Dataset entries:
▼
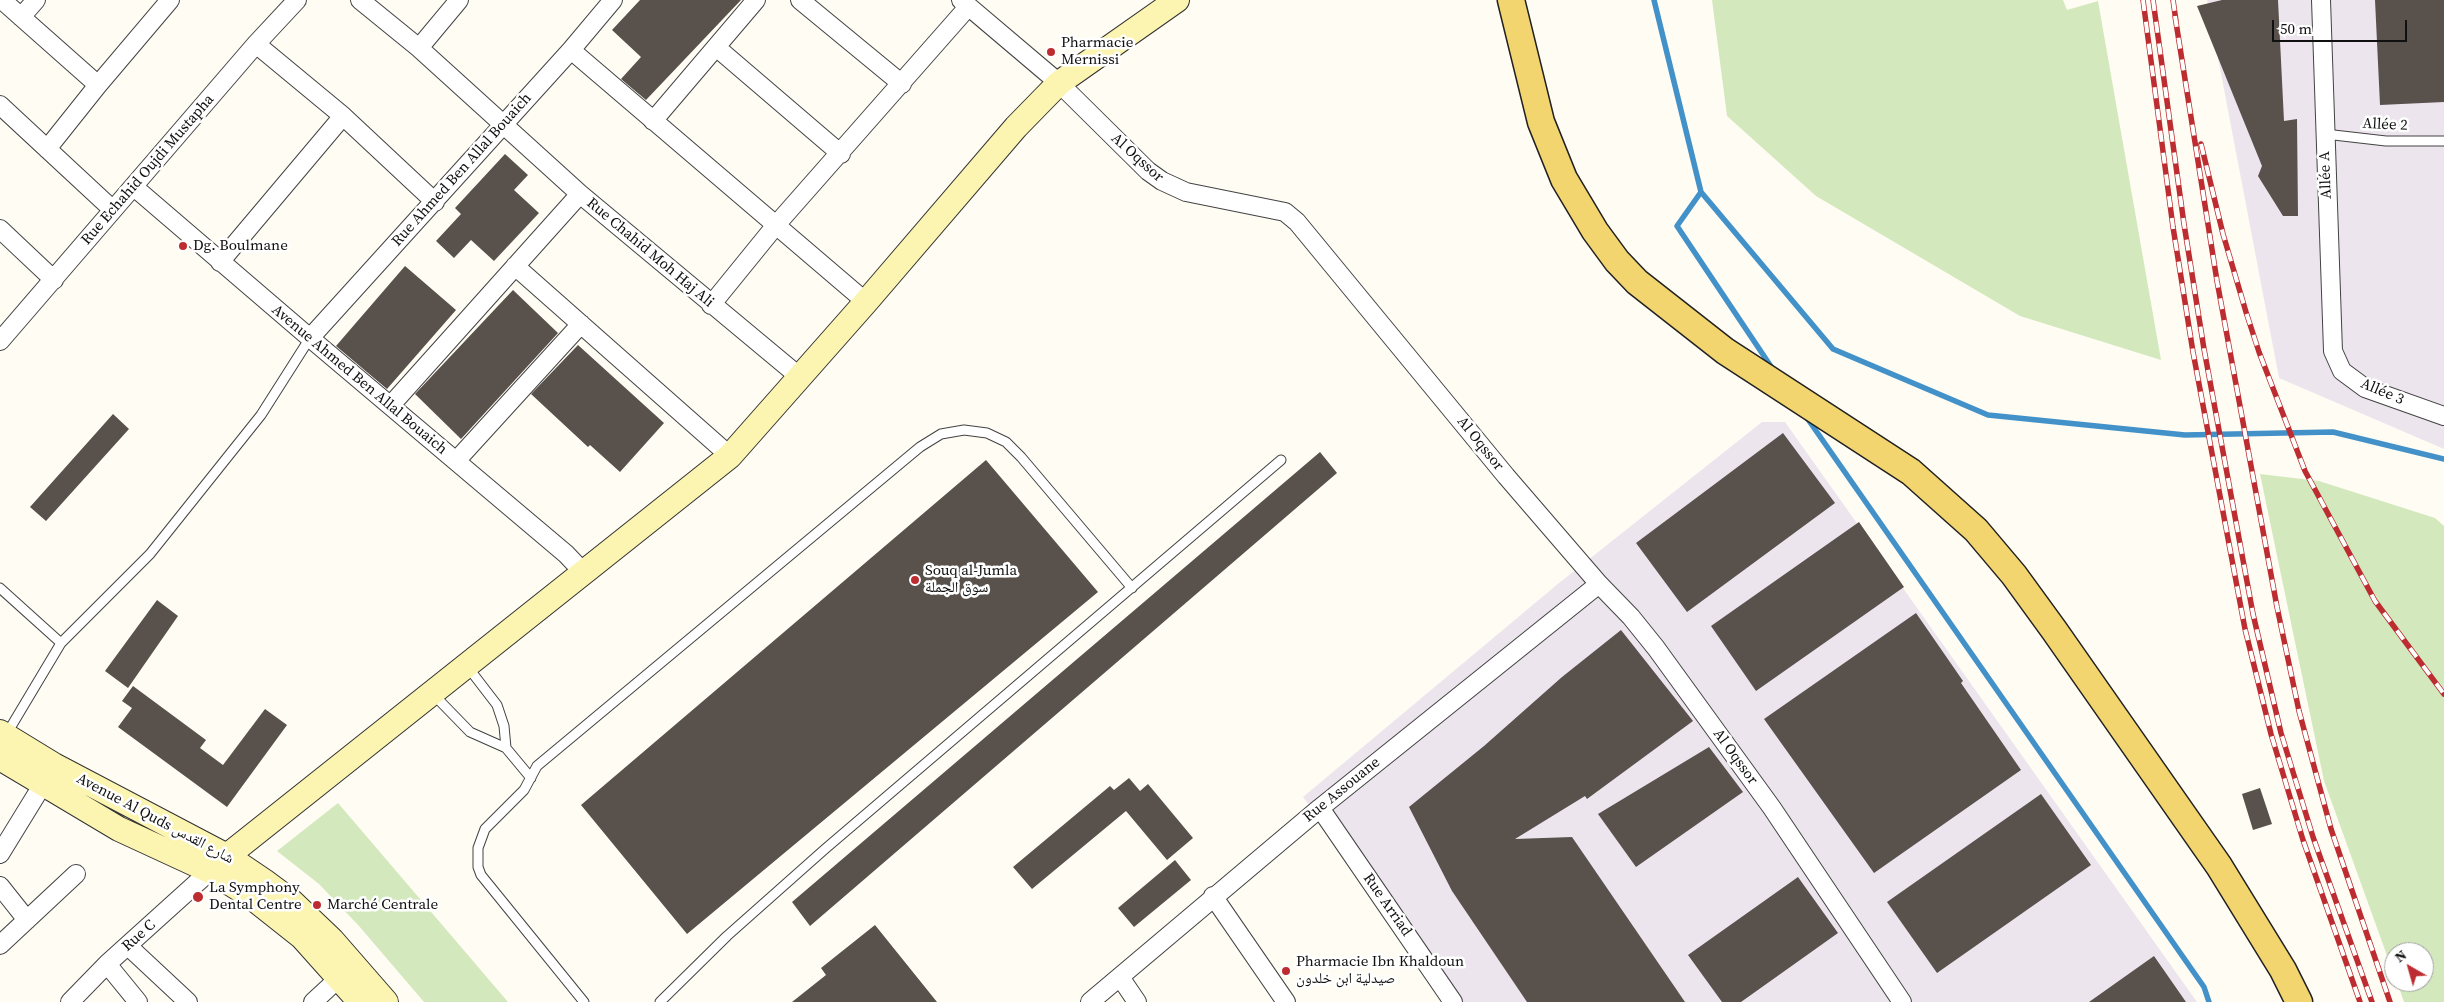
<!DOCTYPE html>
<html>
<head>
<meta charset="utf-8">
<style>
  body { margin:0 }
  #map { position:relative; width:2444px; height:1002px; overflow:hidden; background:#fffcf3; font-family:"Source Serif 4",serif }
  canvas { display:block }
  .north { position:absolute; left:2384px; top:942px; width:50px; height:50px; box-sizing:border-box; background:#fff; border:1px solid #9f9f9f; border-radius:50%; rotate:322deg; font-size:14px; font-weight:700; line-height:20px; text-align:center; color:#101010 }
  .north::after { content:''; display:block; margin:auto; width:18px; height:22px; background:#bc2c30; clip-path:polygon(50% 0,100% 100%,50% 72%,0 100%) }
  .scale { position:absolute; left:2272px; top:20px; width:135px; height:22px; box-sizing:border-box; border:2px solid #101010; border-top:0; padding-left:6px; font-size:15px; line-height:18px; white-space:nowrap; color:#101010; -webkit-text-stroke:4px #fff; paint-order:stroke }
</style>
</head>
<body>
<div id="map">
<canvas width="2444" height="1002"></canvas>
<div class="north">N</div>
<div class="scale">50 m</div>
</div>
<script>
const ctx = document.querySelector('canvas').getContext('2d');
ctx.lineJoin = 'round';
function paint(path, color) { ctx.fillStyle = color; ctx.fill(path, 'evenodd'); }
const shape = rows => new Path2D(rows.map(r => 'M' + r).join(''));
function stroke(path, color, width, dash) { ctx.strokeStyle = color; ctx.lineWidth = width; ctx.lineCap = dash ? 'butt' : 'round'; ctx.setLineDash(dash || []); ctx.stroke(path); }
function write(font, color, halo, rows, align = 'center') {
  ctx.font = font + ' "Source Serif 4","Noto Naskh Arabic",serif'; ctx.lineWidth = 5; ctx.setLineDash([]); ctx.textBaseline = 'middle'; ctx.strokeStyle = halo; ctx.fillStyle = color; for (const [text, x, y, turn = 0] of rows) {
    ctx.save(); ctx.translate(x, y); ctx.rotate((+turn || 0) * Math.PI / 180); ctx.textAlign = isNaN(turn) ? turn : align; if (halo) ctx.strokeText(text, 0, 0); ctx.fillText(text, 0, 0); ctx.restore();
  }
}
const industrial = shape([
  [2207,0,2444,0,2444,449,2279,378],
  [1762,422,1785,422,2197,1002,1459,1002,1303,797,1559,583]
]);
const green = shape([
  [1712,0,2063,0,2067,10,2098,1,2161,360,2020,316,1816,196,1727,116],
  [2260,474,2319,481,2435,518,2444,526,2444,1002,2404,1002,2397,982,2424,982,2424,952,2394,952,2394,975,2324,781],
  [338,803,508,1002,424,1002,359,926,319,884,277,851]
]);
const stream = shape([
  [1654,0,1701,192,1677,226,1774,371],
  [1701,192,1833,349,1988,415,2185,435,2333,432,2444,459],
  [1805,415,2204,987,2209,1002]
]);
const building = shape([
  [640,0,741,0,646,100,621,79,641,57,612,30],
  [2222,0,2278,0,2284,121,2297,119,2298,216,2283,216,2258,176,2262,166,2197,6],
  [2375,0,2444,0,2444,102,2380,105],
  [505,154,528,175,514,190,539,213,494,261,471,240,454,258,436,241,461,214,455,208],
  [405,266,456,310,387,389,336,346],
  [513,290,558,333,461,439,415,394],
  [578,345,664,423,620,472,590,445,588,447,531,394],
  [113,414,129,429,46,521,30,507],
  [1783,433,1835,503,1687,612,1636,543],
  [1320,452,1337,473,810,926,792,902],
  [986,460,1098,592,687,934,581,805],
  [1859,522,1904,587,1756,691,1711,626],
  [157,600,178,616,128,688,105,671],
  [1916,613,1963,681,1961,683,2021,770,1874,873,1764,719],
  [1621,630,1693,721,1587,799,1585,796,1515,839,1572,837,1685,1002,1527,1002,1452,891,1409,807,1484,746,1562,677],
  [133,686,206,740,200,748,223,765,265,709,287,725,227,807,118,727,132,708,122,701],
  [1709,747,1743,792,1636,867,1598,814],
  [1129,778,1140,791,1148,784,1193,838,1167,860,1126,811,1032,889,1013,867,1110,786,1114,790],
  [2260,788,2272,824,2253,830,2242,794],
  [2041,794,2091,865,1937,973,1887,902],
  [1175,860,1191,880,1134,927,1118,908],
  [1798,877,1838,933,1741,1002,1722,1002,1688,955],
  [875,925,937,1002,792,1002,826,975,821,968],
  [2154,956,2186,1002,2089,1002]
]);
const lane = shape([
  [2325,134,2386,141,2444,141],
  [0,588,61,643,150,554,261,415,310,338],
  [467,666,497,705,504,726,506,748],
  [433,694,470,732,506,748,531,778],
  [6,735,61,643],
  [584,1002,481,875,478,867,478,848,485,829,524,790,537,766,920,447,941,434,964,430,987,433,1006,442,1021,457,1132,588],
  [660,1002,727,936,825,849,1281,460]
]);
const street = shape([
  [2,0,98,85],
  [360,0,419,48,580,194,801,378],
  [800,0,902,84],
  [961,0,1059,83,1148,171,1162,181,1186,192,1285,212,1297,222,1506,476,1599,584,1631,617,1656,648,1772,808,1902,1002],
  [2321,0,2333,351,2342,371,2365,388,2444,416],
  [21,17,36,0],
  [256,44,343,116,435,202],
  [716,47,841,154],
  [419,48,459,0],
  [571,50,866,302],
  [0,105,113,210],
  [653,121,756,0],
  [47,149,98,85,170,0],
  [134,187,310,338,566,554,584,573],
  [0,229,54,280],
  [220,262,343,116],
  [515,266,730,456],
  [711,305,776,225,968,7],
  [310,338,571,50,613,0],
  [0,341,256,44,297,0],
  [391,405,580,194],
  [456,461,581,324],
  [1320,808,1453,1002],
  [0,854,43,784],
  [0,886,27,920],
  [1213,896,1286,1002],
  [0,945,76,874],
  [128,946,188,1002],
  [107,964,138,1002],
  [1120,977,1137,1002],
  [70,1002,107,964,210,871],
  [313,1002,339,978],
  [1090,1002,1320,808,1599,584]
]);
const secondary = shape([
  [0,732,54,765,227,856,264,881,291,901,332,940,386,1002],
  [0,758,119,829,210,871,249,895,302,937,360,1002],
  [227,856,730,456,866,302,1016,127,1059,83,1177,0]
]);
const primary = shape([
  [1511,0,1541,122,1564,179,1595,231,1617,261,1637,282,1725,351,1911,472,1976,530,2014,575,2054,630,2219,866,2283,970,2299,1002]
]);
const rail = shape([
  [2143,0,2173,227,2193,352,2245,629,2271,734,2303,840,2360,1002],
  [2153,0,2184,224,2204,349,2253,614,2281,733,2313,837,2372,1002],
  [2173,0,2176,21],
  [2175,16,2217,281,2277,607,2299,711,2331,829,2390,1002],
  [2201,144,2223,234,2246,312,2259,352,2305,471,2375,601,2444,694]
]);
const markers = [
  [1051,52,5,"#bc2c30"],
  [183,246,5,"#bc2c30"],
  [915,580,5,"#bc2c30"],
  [198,897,6,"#bc2c30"],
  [317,905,5,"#bc2c30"],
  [1286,971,5,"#bc2c30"]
];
const poiNames = [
  ["Pharmacie",1061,43],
  ["Mernissi",1061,60],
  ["Dg. Boulmane",193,246],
  ["Souq al-Jumla",925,571],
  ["سوق الجملة",925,588],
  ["La Symphony",209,888],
  ["Dental Centre",209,905],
  ["Marché Centrale",327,905],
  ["Pharmacie Ibn Khaldoun",1296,962],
  ["صيدلية ابن خلدون",1296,979]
];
const streetNames = [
  ["Allée 2",2385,125,3],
  ["Al Oqssor",1137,158,42],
  ["Rue Echahid Oujdi Mustapha",148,170,-49],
  ["Rue Ahmed Ben Allal Bouaich",462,170,-48],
  ["Allée A",2326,175,-92],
  ["Rue Chahid Moh Haj Ali",650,253,40],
  ["Avenue Ahmed Ben Allal Bouaich",359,380,40],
  ["Allée 3",2382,392,23],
  ["Al Oqssor",1480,444,51],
  ["Al Oqssor",1735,757,54],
  ["Rue Assouane",1342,790,-39],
  ["Avenue Al Quds شارع القدس",155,819,28],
  ["Rue Arriad",1387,905,55],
  ["Rue C",139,936,-42]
];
paint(industrial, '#ede5ee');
paint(green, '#d3e9bd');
stroke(stream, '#4391c9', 5.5);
paint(building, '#58514c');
stroke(lane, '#434343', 11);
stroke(street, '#434343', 20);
stroke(secondary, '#323232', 26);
stroke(primary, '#212121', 29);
stroke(lane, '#fff', 9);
stroke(street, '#fff', 18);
stroke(secondary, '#fcf5b1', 24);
stroke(primary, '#f3d56f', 26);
stroke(rail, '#bc2c30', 5.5);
stroke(rail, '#fff', 4, [11]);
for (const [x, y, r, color] of markers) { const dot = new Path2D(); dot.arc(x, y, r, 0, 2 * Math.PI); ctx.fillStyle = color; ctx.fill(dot); stroke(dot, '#fff', 2); }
write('15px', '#101010', '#fff', poiNames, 'left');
write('15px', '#101010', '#fff', streetNames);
</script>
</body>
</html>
▲
• Task to complete:
The answer must consist of each line in the entries above that includes "halo".

• Reply:
function write(font, color, halo, rows, align = 'center') {
  ctx.font = font + ' "Source Serif 4","Noto Naskh Arabic",serif'; ctx.lineWidth = 5; ctx.setLineDash([]); ctx.textBaseline = 'middle'; ctx.strokeStyle = halo; ctx.fillStyle = color; for (const [text, x, y, turn = 0] of rows) {
    ctx.save(); ctx.translate(x, y); ctx.rotate((+turn || 0) * Math.PI / 180); ctx.textAlign = isNaN(turn) ? turn : align; if (halo) ctx.strokeText(text, 0, 0); ctx.fillText(text, 0, 0); ctx.restore();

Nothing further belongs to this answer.